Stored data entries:
»»
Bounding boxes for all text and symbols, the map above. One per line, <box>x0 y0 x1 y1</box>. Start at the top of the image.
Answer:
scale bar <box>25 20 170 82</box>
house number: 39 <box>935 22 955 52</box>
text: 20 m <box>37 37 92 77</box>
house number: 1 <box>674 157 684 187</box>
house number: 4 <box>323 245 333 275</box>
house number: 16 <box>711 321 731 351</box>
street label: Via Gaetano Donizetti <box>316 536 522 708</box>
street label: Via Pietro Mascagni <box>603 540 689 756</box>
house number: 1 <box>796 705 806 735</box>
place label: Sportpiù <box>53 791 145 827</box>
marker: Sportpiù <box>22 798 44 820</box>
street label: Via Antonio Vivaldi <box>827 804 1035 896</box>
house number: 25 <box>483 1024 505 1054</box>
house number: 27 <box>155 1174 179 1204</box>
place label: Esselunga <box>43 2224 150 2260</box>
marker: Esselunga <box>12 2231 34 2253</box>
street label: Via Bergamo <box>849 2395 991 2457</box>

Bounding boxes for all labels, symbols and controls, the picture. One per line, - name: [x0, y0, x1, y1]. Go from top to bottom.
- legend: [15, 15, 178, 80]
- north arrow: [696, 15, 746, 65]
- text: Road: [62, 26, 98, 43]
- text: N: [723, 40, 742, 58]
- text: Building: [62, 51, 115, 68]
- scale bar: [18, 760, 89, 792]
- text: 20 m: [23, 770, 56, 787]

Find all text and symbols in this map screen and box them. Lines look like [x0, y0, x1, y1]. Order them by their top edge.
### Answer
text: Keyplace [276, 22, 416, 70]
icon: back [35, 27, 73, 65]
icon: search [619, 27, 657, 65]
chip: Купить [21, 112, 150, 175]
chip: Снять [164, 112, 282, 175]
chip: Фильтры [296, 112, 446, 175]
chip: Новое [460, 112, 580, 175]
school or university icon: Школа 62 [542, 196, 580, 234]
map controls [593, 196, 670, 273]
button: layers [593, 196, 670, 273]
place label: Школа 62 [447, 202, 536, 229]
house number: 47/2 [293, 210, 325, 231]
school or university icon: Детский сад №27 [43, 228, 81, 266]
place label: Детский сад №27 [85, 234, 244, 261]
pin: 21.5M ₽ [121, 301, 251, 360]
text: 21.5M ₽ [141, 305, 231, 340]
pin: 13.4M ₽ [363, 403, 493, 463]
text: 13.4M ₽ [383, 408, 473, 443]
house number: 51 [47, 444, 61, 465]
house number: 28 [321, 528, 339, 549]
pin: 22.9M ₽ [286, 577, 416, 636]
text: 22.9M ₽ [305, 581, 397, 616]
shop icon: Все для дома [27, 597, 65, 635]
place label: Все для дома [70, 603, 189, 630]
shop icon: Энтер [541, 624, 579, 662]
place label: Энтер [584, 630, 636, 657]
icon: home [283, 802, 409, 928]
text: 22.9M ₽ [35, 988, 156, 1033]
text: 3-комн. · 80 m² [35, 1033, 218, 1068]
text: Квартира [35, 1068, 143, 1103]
««
* [TASK BRIEF]
Give all of the entries again, exactly.

* [RESPONSE]
Bounding boxes for all text and symbols, the map above. One per line, <box>x0 y0 x1 y1</box>. Start at the top of the image.
Answer:
scale bar <box>25 20 170 82</box>
house number: 39 <box>935 22 955 52</box>
text: 20 m <box>37 37 92 77</box>
house number: 1 <box>674 157 684 187</box>
house number: 4 <box>323 245 333 275</box>
house number: 16 <box>711 321 731 351</box>
street label: Via Gaetano Donizetti <box>316 536 522 708</box>
street label: Via Pietro Mascagni <box>603 540 689 756</box>
house number: 1 <box>796 705 806 735</box>
place label: Sportpiù <box>53 791 145 827</box>
marker: Sportpiù <box>22 798 44 820</box>
street label: Via Antonio Vivaldi <box>827 804 1035 896</box>
house number: 25 <box>483 1024 505 1054</box>
house number: 27 <box>155 1174 179 1204</box>
place label: Esselunga <box>43 2224 150 2260</box>
marker: Esselunga <box>12 2231 34 2253</box>
street label: Via Bergamo <box>849 2395 991 2457</box>

Bounding boxes for all labels, symbols and controls, the picture. One per line, - name: [x0, y0, x1, y1]. Go from top to bottom.
- legend: [15, 15, 178, 80]
- north arrow: [696, 15, 746, 65]
- text: Road: [62, 26, 98, 43]
- text: N: [723, 40, 742, 58]
- text: Building: [62, 51, 115, 68]
- scale bar: [18, 760, 89, 792]
- text: 20 m: [23, 770, 56, 787]

Find all text and symbols in this map screen and box them. Lines look like [x0, y0, x1, y1]. Order them by their top edge.
### Answer
text: Keyplace [276, 22, 416, 70]
icon: back [35, 27, 73, 65]
icon: search [619, 27, 657, 65]
chip: Купить [21, 112, 150, 175]
chip: Снять [164, 112, 282, 175]
chip: Фильтры [296, 112, 446, 175]
chip: Новое [460, 112, 580, 175]
school or university icon: Школа 62 [542, 196, 580, 234]
map controls [593, 196, 670, 273]
button: layers [593, 196, 670, 273]
place label: Школа 62 [447, 202, 536, 229]
house number: 47/2 [293, 210, 325, 231]
school or university icon: Детский сад №27 [43, 228, 81, 266]
place label: Детский сад №27 [85, 234, 244, 261]
pin: 21.5M ₽ [121, 301, 251, 360]
text: 21.5M ₽ [141, 305, 231, 340]
pin: 13.4M ₽ [363, 403, 493, 463]
text: 13.4M ₽ [383, 408, 473, 443]
house number: 51 [47, 444, 61, 465]
house number: 28 [321, 528, 339, 549]
pin: 22.9M ₽ [286, 577, 416, 636]
text: 22.9M ₽ [305, 581, 397, 616]
shop icon: Все для дома [27, 597, 65, 635]
place label: Все для дома [70, 603, 189, 630]
shop icon: Энтер [541, 624, 579, 662]
place label: Энтер [584, 630, 636, 657]
icon: home [283, 802, 409, 928]
text: 22.9M ₽ [35, 988, 156, 1033]
text: 3-комн. · 80 m² [35, 1033, 218, 1068]
text: Квартира [35, 1068, 143, 1103]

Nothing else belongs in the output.